A little known awesome Python module

Via my constant companion, the programming reddit, the other day I came across a blog post by Doug Hellmann about a Python module named cmd, which contains one public class you can subclass to really easily make awesome command-driven programs in Python.

Reading about cmd, I thought it looked really awesome, couldn’t wait to use it, and was incredibly jealous that this Hellmann guy had thought of writing such a useful module before I had. It would have been a fairly easy but really useful and respectable bit of free software to have produced.

Then, reading the first comment on the post, I realised that I had misunderstood entirely what this was. cmd wasn’t a third party module that Hellmann had written and released. It was a part of the Python standard library that Hellmann was simply describing. This thing, this awesome thing, has been in Python since version 1.4, which was released last century, and before I had done any programming in anything other than Commodore BASIC 2.0, before I had any idea what Unix was. As far as I
personally am concerned it may as well have been the first thing Guido ever wrote.

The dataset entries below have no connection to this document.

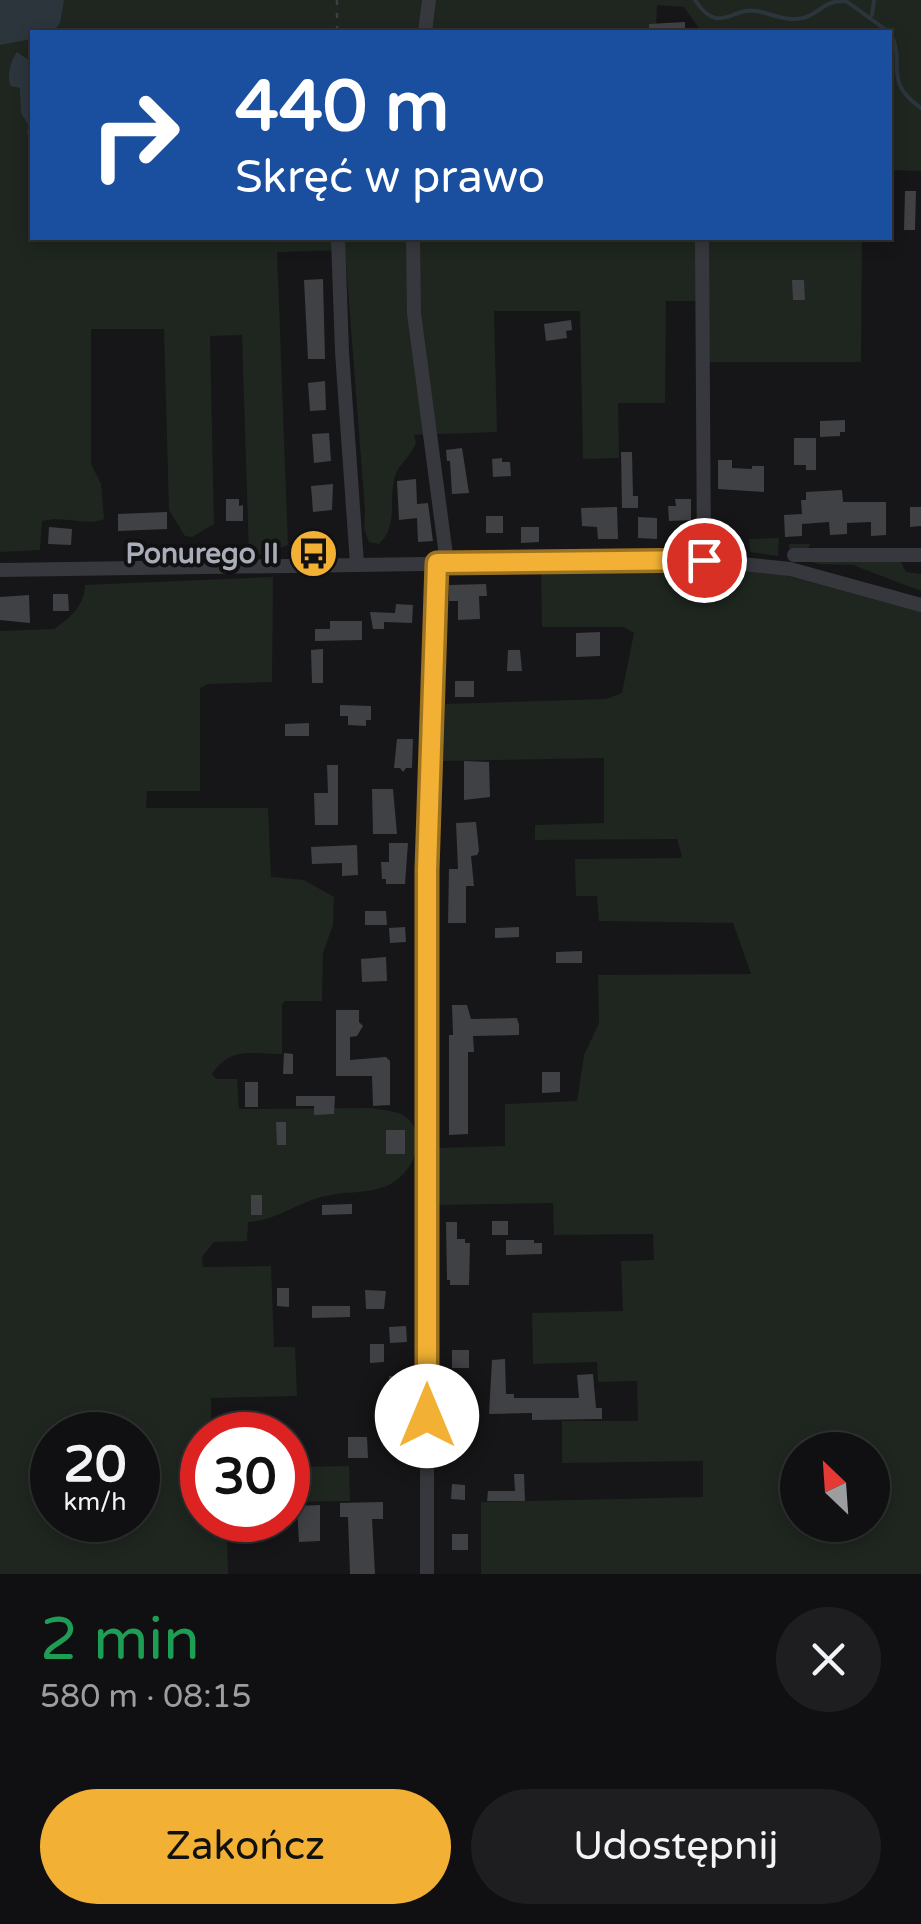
<!DOCTYPE html>
<html lang="pl">
<head>
<meta charset="utf-8">
<style>
	:root { --surface:#101012; --page:#1e1e20; --text:#f1f3f6; --muted:#9c9d9f; --line:#303032; --accent:#f2b134 }
	body { margin:0; font-family:"Varela Round",sans-serif; background:var(--page); color:var(--text); height:100vh; display:flex; flex-direction:column; font-size:38px; white-space:nowrap }
	* { box-sizing:border-box; margin:0 }
	p { font-size:32px; color:var(--muted) }
	.icon { flex:none; width:55px; height:55px; fill:none; stroke:currentColor; stroke-width:2; stroke-linecap:round; stroke-linejoin:round }
	.map { position:relative; height:1574px; overflow:hidden }
	.side { display:flex; flex-direction:column; background:var(--surface); flex:1 }
	.side>* { flex:none }
	.hud { position:absolute; left:30px; top:30px; width:862px; height:210px; border-radius:0px; box-shadow:0 5px 15px #0003,0 0 0 2px var(--line); background:#1a4fa0; color:#fff; overflow:hidden }
	.needle { width:65px; rotate:335deg }
	.fabs { position:absolute; left:780px; top:1432px; display:grid; gap:20px }
	.fabs a { display:grid; place-items:center; width:110px; height:110px; border-radius:50%; background:var(--surface); box-shadow:0 5px 15px #0003,0 0 0 2px var(--line); font-size:50px }
	.speed { position:absolute; left:30px; top:1412px; display:flex; gap:20px; font-size:50px; font-weight:700; text-align:center }
	.speed>* { display:grid; place-content:center; width:130px; height:130px; border-radius:50%; background:var(--surface); box-shadow:0 5px 15px #0003,0 0 0 2px var(--line); line-height:1 }
	.speed small { font-size:25px; font-weight:400 }
	.speed .limit { border:15px solid #d22; background:#fff; color:#111 }
	.pin { position:absolute; display:grid; place-items:center; width:85px; height:85px; color:#fff; margin:-42px; border:5px solid #fff; border-radius:50%; box-shadow:0 2px 10px #0007 }
	.me { position:absolute; width:110px; margin:-55px; rotate:0deg; stroke-linejoin:round; filter:drop-shadow(0 0 8px #0008) }
	.turn { display:flex; align-items:center; gap:35px; height:210px; padding:0 40px; font-size:45px }
	.turn .icon { width:130px; height:130px; stroke-width:2.5 }
	.turn b { display:block; font-size:70px; line-height:85px }
	.round { display:grid; place-items:center; flex:none; width:105px; height:105px; border-radius:52px; background:var(--page) }
	.head { display:flex; align-items:center; justify-content:space-between; height:170px; padding:0 40px }
	h1 { font-size:60px; font-weight:600; line-height:75px; color:#1e9e55 }
	.cta { display:flex; gap:20px; margin-top:auto; padding:20px 40px }
	.cta a { flex:1; height:115px; border-radius:60px; background:var(--accent); color:#111; font-size:40px; font-weight:600; line-height:115px; text-align:center }
	.cta a+a { background:var(--page); color:var(--text) }
	.map>svg:first-child { display:block }
	.green { fill:#1e261f; fill-rule:evenodd }
	.water { fill:#2c353c }
	.lines { fill:none; stroke-linecap:round; stroke-linejoin:round }
	.stream { stroke:#2c353c; stroke-width:4 }
	.building { fill:#404145 }
	.path { stroke:#3d3f44; stroke-width:2.5; stroke-dasharray:5 8; stroke-linecap:butt }
	.minor { stroke:#37383d; stroke-width:14 }
	.route-casing { stroke:#9d7322; stroke-width:25 }
	.route { stroke:#f2b134; stroke-width:18 }
	.labels { text-anchor:middle; stroke-width:8; stroke-linejoin:round; paint-order:stroke }
	.poi-label { font-size:28px; font-weight:bold; fill:#a8adb8; stroke:#111113; text-anchor:end }
</style>
</head>
<body>
<div class="map">
<svg width="921" height="1574" viewBox="0 0 921 1574">
	<rect width="100%" height="100%" fill="#161618"/>
	<path class="green" d="M 0,0 L 921,0 L 921,171 L 890,170 L 890,32 L 707,32 L 701,31 L 684,7 L 657,5 L 656,32 L 32,32 L 32,238 L 862,238 L 861,362 L 704,362 L 704,301 L 666,301 L 665,403 L 618,403 L 619,458 L 583,459 L 580,311 L 494,311 L 497,432 L 414,435 L 416,443 C 411,456 399,464 395,476 C 388,501 399,525 379,544 L 369,542 L 364,529 L 365,511 L 345,250 L 277,252 L 288,545 L 265,554 L 249,555 L 242,335 L 210,336 L 214,524 L 192,537 L 185,536 L 169,510 L 164,329 L 91,329 L 91,464 L 101,484 L 104,519 C 86,527 67,515 42,521 L 40,550 L 0,552 Z
		M 779,538 L 778,556 L 750,552 L 749,539 Z
		M 789,544 L 810,544 L 807,551 L 900,560 L 906,572 L 921,574 L 921,591 L 853,565 L 820,564 L 790,558 Z
		M 688,566 L 780,574 L 921,612 L 921,1574 L 481,1574 L 481,1502 L 703,1497 L 703,1461 L 562,1463 L 562,1421 L 638,1421 L 637,1381 L 598,1382 L 597,1362 L 533,1364 L 532,1313 L 623,1311 L 621,1261 L 654,1260 L 653,1234 L 554,1235 L 553,1203 L 439,1205 L 438,1148 L 505,1146 L 505,1104 L 577,1101 L 584,1055 L 599,1023 L 598,975 L 751,974 L 733,923 L 599,921 L 597,896 L 576,896 L 575,859 L 680,858 L 682,856 L 677,839 L 535,840 L 535,825 L 604,823 L 604,758 L 443,761 L 445,704 L 606,699 L 622,693 L 634,633 L 624,627 L 542,627 L 541,569 ZM 798,1450 L 872,1450 L 872,1525 L 798,1525 Z
		M 273,577 L 272,682 L 208,684 L 200,688 L 200,791 L 147,791 L 146,808 L 268,808 L 271,877 L 304,880 L 334,897 L 333,925 L 323,953 L 322,1001 L 285,1001 L 282,1005 L 282,1054 C 251,1054 231,1046 212,1074 L 216,1079 L 237,1079 L 239,1109 L 371,1108 C 382,1111 397,1109 407,1118 C 431,1139 409,1179 384,1187 C 364,1194 342,1191 321,1197 C 295,1204 275,1221 248,1222 L 247,1241 L 214,1242 L 202,1257 L 203,1267 L 271,1266 L 274,1347 L 295,1347 L 297,1396 L 211,1398 L 211,1435 L 202,1435 L 202,1520 L 219,1520 L 219,1531 L 227,1531 L 228,1574 L 0,1574 L 0,631 L 54,629 C 70,618 85,605 85,585 ZM 52,1435 L 138,1435 L 138,1520 L 52,1520 Z
		M 349,1466 L 350,1501 L 288,1502 L 288,1467 Z"/>
	<path class="water" d="M 0,0 L 64,0 L 60,23 L 54,31 L 32,32 L 32,39 L 0,45 Z
		M 17,52 L 30,61 L 32,69 L 32,147 L 27,133 L 29,126 L 21,113 L 20,88 L 11,86 C 6,77 11,60 17,52 Z"/>
	<g class="lines">
		<path class="stream" d="M 695,0 C 719,37 732,6 757,11 C 773,14 786,22 803,18 C 821,13 823,0 846,1 L 889,32
			M 872,15 L 874,0
			M 890,34 C 907,60 881,81 921,108"/>
	</g>
	<path class="building" d="M 685,22 L 685,32 L 649,32 L 649,24 Z
		M 905,191 L 916,191 L 915,230 L 904,230 Z
		M 323,279 L 325,359 L 308,359 L 304,280 Z
		M 792,280 L 804,280 L 805,300 L 793,300 Z
		M 571,320 L 572,330 L 566,331 L 567,338 L 546,341 L 544,324 Z
		M 325,381 L 326,410 L 310,411 L 308,383 Z
		M 845,420 L 845,432 L 840,432 L 840,436 L 820,437 L 820,421 Z
		M 329,433 L 331,461 L 314,463 L 312,434 Z
		M 794,438 L 816,438 L 816,470 L 806,470 L 806,465 L 794,465 Z
		M 462,448 L 469,493 L 452,494 L 450,461 L 447,461 L 446,450 Z
		M 621,452 L 632,452 L 633,496 L 638,496 L 638,508 L 622,508 Z
		M 502,458 L 502,462 L 510,462 L 511,476 L 493,477 L 492,459 Z
		M 718,460 L 732,460 L 732,468 L 752,469 L 752,466 L 764,466 L 764,492 L 718,489 Z
		M 416,479 L 417,504 L 428,503 L 433,541 L 418,542 L 417,518 L 399,520 L 397,481 Z
		M 333,484 L 332,510 L 313,512 L 311,486 Z
		M 842,490 L 843,502 L 886,502 L 886,535 L 871,536 L 871,522 L 847,523 L 847,534 L 830,535 L 829,522 L 802,524 L 802,536 L 785,537 L 784,515 L 802,514 L 801,500 L 806,500 L 806,492 Z
		M 226,499 L 239,499 L 239,506 L 243,505 L 243,521 L 226,521 Z
		M 675,499 L 691,499 L 691,520 L 669,521 L 668,506 L 676,506 Z
		M 617,507 L 618,539 L 598,539 L 597,527 L 582,526 L 581,508 Z
		M 910,507 L 921,507 L 921,526 L 910,527 Z
		M 167,512 L 167,529 L 118,531 L 118,514 Z
		M 486,516 L 503,516 L 503,533 L 486,533 Z
		M 638,517 L 657,518 L 657,539 L 638,538 Z
		M 49,527 L 72,529 L 71,545 L 48,544 Z
		M 521,527 L 539,527 L 539,542 L 521,543 Z
		M 486,584 L 487,596 L 479,596 L 480,619 L 458,620 L 458,601 L 449,601 L 449,585 Z
		M 53,594 L 68,594 L 69,611 L 53,611 Z
		M 29,595 L 30,623 L 0,620 L 0,597 Z
		M 396,604 L 413,605 L 412,623 L 384,622 L 384,629 L 373,629 L 370,612 L 395,613 Z
		M 330,621 L 362,621 L 362,640 L 315,641 L 315,629 L 330,629 Z
		M 600,632 L 600,656 L 576,657 L 576,633 Z
		M 323,649 L 323,683 L 312,683 L 311,650 Z
		M 508,650 L 520,650 L 522,671 L 507,671 Z
		M 455,681 L 474,681 L 474,697 L 455,697 Z
		M 340,705 L 371,706 L 371,720 L 366,720 L 366,726 L 348,725 L 348,716 L 340,716 Z
		M 309,723 L 309,736 L 285,736 L 285,724 Z
		M 397,739 L 413,739 L 412,768 L 406,768 L 403,772 L 400,768 L 394,768 Z
		M 464,761 L 489,762 L 490,797 L 464,800 Z
		M 327,765 L 338,765 L 338,825 L 315,825 L 314,793 L 328,793 Z
		M 372,789 L 393,789 L 397,834 L 373,834 Z
		M 476,822 L 479,851 L 477,855 L 471,856 L 474,886 L 466,886 L 466,923 L 448,923 L 449,869 L 458,869 L 456,823 Z
		M 389,843 L 408,843 L 405,884 L 386,884 L 386,879 L 382,879 L 381,862 L 389,862 Z
		M 357,845 L 358,875 L 342,876 L 342,863 L 312,864 L 311,847 Z
		M 365,911 L 386,911 L 387,925 L 365,925 Z
		M 405,927 L 406,942 L 390,943 L 389,928 Z
		M 519,927 L 519,937 L 495,938 L 495,928 Z
		M 582,951 L 582,963 L 556,963 L 556,952 Z
		M 386,957 L 387,981 L 362,982 L 361,959 Z
		M 452,1005 L 467,1005 L 471,1019 L 517,1018 L 519,1025 L 519,1035 L 473,1036 L 474,1052 L 468,1052 L 468,1134 L 449,1135 L 449,1035 L 453,1035 Z
		M 336,1010 L 359,1010 L 359,1022 L 363,1026 L 357,1036 L 350,1037 L 350,1060 L 386,1057 L 390,1061 L 390,1105 L 373,1106 L 372,1076 L 336,1076 Z
		M 284,1053 L 293,1054 L 293,1074 L 283,1074 Z
		M 542,1072 L 560,1072 L 560,1092 L 542,1093 Z
		M 245,1082 L 258,1082 L 258,1107 L 245,1107 Z
		M 296,1096 L 335,1096 L 334,1114 L 314,1115 L 314,1106 L 296,1106 Z
		M 276,1122 L 286,1122 L 286,1145 L 277,1145 Z
		M 386,1130 L 405,1130 L 405,1154 L 386,1154 Z
		M 251,1195 L 262,1195 L 262,1215 L 251,1215 Z
		M 352,1204 L 352,1214 L 322,1215 L 322,1205 Z
		M 492,1221 L 508,1221 L 508,1235 L 492,1235 Z
		M 446,1222 L 457,1222 L 457,1239 L 465,1239 L 465,1243 L 470,1243 L 469,1285 L 450,1285 L 450,1280 L 447,1280 Z
		M 506,1240 L 534,1240 L 534,1243 L 542,1243 L 542,1254 L 506,1255 Z
		M 277,1288 L 289,1288 L 289,1307 L 277,1306 Z
		M 365,1290 L 386,1291 L 384,1309 L 366,1309 Z
		M 312,1306 L 350,1306 L 350,1317 L 312,1318 Z
		M 406,1326 L 407,1342 L 390,1343 L 389,1327 Z
		M 370,1344 L 384,1344 L 384,1362 L 370,1363 Z
		M 452,1350 L 469,1350 L 469,1368 L 452,1368 Z
		M 505,1359 L 506,1394 L 514,1394 L 514,1398 L 579,1398 L 577,1375 L 593,1374 L 596,1408 L 602,1408 L 602,1419 L 532,1420 L 532,1413 L 489,1414 L 492,1360 Z
		M 389,1376 L 406,1376 L 406,1394 L 402,1394 L 402,1422 L 388,1422 Z
		M 448,1431 L 465,1431 L 466,1447 L 449,1448 Z
		M 348,1437 L 367,1437 L 368,1458 L 348,1458 Z
		M 514,1474 L 524,1474 L 525,1501 L 487,1501 L 488,1491 L 515,1491 Z
		M 452,1484 L 465,1485 L 465,1500 L 451,1499 Z
		M 383,1502 L 383,1519 L 372,1519 L 375,1574 L 350,1574 L 348,1517 L 340,1517 L 340,1503 Z
		M 320,1505 L 320,1541 L 299,1542 L 297,1506 Z
		M 452,1534 L 468,1534 L 468,1550 L 452,1550 Z"/>
	<g class="lines">
		<path class="path" d="M 337,0 L 337,32"/>
		<path class="minor" d="M 425,32 L 429,0
			M 338,238 L 342,352 L 357,564
			M 413,238 L 414,313 L 447,563
			M 702,238 L 704,560
			M 794,555 L 921,555
			M 0,570 L 704,560 L 790,569 L 921,605
			M 427,1574 L 427,870 L 437,563"/>
	</g>
	<g class="lines">
		<defs>
			<path id="route" d="M 427,1416 L 427,870 L 437,563 L 704,560"/>
		</defs>
		<use href="#route" class="route-casing"/>
		<use href="#route" class="route"/>
	</g>
	<defs>
		<symbol id="bus-disc" viewBox="-11 -11 22 22"><circle r="9.5" fill="#f2b134" stroke="#111113"/><path d="M-5-6H5V4H4V6H2V4H-2V6H-4V4H-5ZM-3.5-4V0h7V-4ZM-3.5 1.2v1.5H-2V1.2ZM2 1.2v1.5H3.5V1.2Z" fill="#111"/></symbol>
	</defs>
	<g fill-rule="evenodd">
		<use href="#bus-disc" x="286" y="526" width="55" height="55"/>
	</g>
	<g class="labels">
		<g class="poi-label">
			<text x="279" y="563">Ponurego II</text>
		</g>
	</g>
</svg>
<div class="fabs">
<a><svg class="needle" viewBox="-14 -14 28 28"><path d="M0-13l5 13h-10z" fill="#e53935"/><path d="M0 13l5-13h-10z" fill="#9c9d9f"/></svg></a>
</div>
<div class="speed"><div>20<small>km/h</small></div><div class="limit">30</div></div>
<div class="pin" style="left:704px;top:560px;background:#d93025"><svg class="icon" aria-label="arrive" viewBox="0 0 24 24"><path d="M6 21V4h12l-3 4 3 4H6"/></svg></div>
<svg class="me" style="left:427px;top:1416px" viewBox="-20 -20 40 40"><circle r="19" fill="#fff"/><path d="M0-13L10 11 0 6-10 11z" fill="#f2b134"/></svg>
<div class="hud">
<div class="turn"><svg class="icon" aria-label="right" viewBox="0 0 24 24"><path d="M7 20v-9h11M14 6l5 5-5 5"/></svg><div><b>440 m</b>Skręć w prawo</div></div>
</div>
</div>
<section class="side">
<div class="head"><div><h1>2 min</h1><p>580 m · 08:15</p></div><a class="round"><svg class="icon" aria-label="close" viewBox="0 0 24 24"><path d="M6 6l12 12M18 6L6 18"/></svg></a></div>
<div class="cta"><a>Zakończ</a><a>Udostępnij</a></div>
</section>
</body>
</html>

In all my years of Python usage, I’ve never heard of cmd or seen it used!  Heck, I own a dead-tree copy of the O’Reilly book Python Standard Library and flip through it occasionally while waiting for the kettle to boil, or whatever, and I’ve never seen it in there. I see now that of course it is in there, but I never came across it in my random walks through that book, nor in any of the other Python books or blogs I have read. I am really astonished. This is something that should be much better publicised.

On an unrelated note, the anti-spam questions I discussed setting up in my last entry have completely eliminated the Russian spam problem! Rock on.

Spam, spam, spam, spam…

As you might have noticed, as of a couple of days ago this blog started getting hit pretty heavily by comment spam, composed mostly of links to Russian pornography sites. As of this afternoon, I think I have deleted all of the offending comments. There is a small possibility that I nuked a legitimate comment or two in doing so, but given the currently low frequency of real comments I’m getting, I doubt it. Still, if you left a comment in the last three days you may want to check that it’s still there. If it’s not, email me and I should be able to resurrect it from the notification email.

In an attempt to stop this from happening again, I’ve installed Menno Smits’ “spamquestion” plugin, which relies on Steven Armstrong’s “session” plugin. You now have to give a simple, one word answer to a question like “What is the opposite of hot?” to leave a comment here. The question is randomly selected from a set of about 10. This sort of spam protection isn’t as strong as captchas, because it’s a fairly trivial matter for a spambot to collect all 10 of the questions, have the answers provided by a person, and then spam as usual. However, it’s perfectly adequate to protect against spam which isn’t being individually targeted against your one site (the spam I was getting came from a range of IP addresses, so I’m going to assume it was the work of a botnet) and has the advantage of working in text-based browsers and not disadvantaging visually impaired people. Let’s hope it works here.

Based on my preliminary fiddlings with these plugins, it looks like there is little in the way of graceful handling of incorrect answers to the spam question – the form just gets reloaded with none of your input preserved and no explanatory message. This is obviously unacceptable and I might get around to fixing it myself sometime soon. For now, just be careful!